13 Aralık 2012 Perşembe

IŞILDAYACAKSIN

Ya sonra? Korktuğun başına gelir. Doğru. Bitti. Saklanırsan yakalanırsın. Doğru. Bitti. Işıklarla dans etmek istiyorsan parlayacaksın sende. İçinin ışıklarını öyle bir yakacaksın ki gözlerin ışıl ışıl parıldasın. Ki, gözlerine tuttuklarında ışıkları, senin bakışların kör etsin onları. Işıldamalısın. Yani. Tutku. Yoksa. Bittin. Aşk yazınca sevgi yazınca,

Layklar yorumlar gırla,
İş siyasetin özeleştiri ve de sonuç alma ihtimali olan düşüncelerine gelince,

Tık yok.
Aşk çocuklarıyız derdim onu da demiyorum artık.

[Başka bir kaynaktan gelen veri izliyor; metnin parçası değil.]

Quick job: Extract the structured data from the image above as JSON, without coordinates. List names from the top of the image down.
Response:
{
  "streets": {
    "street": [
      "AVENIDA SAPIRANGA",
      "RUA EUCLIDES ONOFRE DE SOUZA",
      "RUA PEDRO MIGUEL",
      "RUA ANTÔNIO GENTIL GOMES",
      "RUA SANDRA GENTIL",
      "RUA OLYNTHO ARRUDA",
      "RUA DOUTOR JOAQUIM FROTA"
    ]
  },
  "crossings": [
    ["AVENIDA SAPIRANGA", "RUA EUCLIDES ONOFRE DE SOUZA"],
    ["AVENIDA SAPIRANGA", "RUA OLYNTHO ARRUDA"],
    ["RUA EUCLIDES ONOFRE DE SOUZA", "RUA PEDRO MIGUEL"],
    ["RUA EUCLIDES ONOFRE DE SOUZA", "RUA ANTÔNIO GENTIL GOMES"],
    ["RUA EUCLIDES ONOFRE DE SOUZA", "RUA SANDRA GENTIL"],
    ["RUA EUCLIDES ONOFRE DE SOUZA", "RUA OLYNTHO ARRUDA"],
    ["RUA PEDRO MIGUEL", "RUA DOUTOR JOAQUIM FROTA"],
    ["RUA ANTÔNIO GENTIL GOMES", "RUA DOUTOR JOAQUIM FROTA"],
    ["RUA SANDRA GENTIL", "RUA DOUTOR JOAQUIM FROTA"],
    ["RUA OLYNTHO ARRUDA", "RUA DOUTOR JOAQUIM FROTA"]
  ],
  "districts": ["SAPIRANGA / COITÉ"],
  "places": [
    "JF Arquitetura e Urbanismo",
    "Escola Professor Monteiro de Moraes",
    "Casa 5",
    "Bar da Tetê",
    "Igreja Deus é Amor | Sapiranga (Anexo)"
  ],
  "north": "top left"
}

Yanılmışım, özür dilerim.

Çünkü,
Aşk,

Tutkudur.
Hayat tutkudur çünkü.

Tutkun yoksa ne aşkı yaşarsın ne de hayatı. Yer içer uyur uyanır sevişir sonrada ölür gidersin,
Yaşadım zannedip.

Sevişir misin doğru düzgün o bile meçhul. Sevişmenin bile keyiflisi tutku ister.
Sevmiyor özünü eleştirmeyi bizim millet.

Hele eleştirmeye kalk bir, bak nasılda kızıyor köpürüyor.
İyi de bu denli doğrularla yaşamış ve yaşıyorsak eğer, nereden çıkıyor bu gönül acıları? Nereden çıkıyor akla aykırı bu yaşam zikzakları? Nereden çıkıyor ülkenin ha bire şikayet edilen bu halleri?

Özüne düşkünsen eğer o zaman özünü hep tartışılır halde tutarsın hem gözünün hem de gözlerin önünde. Ummadık bir akıl neler neler katar yaşam kalitene, ummadık bir sevgi neler neler taşır bak o zaman yüreğine.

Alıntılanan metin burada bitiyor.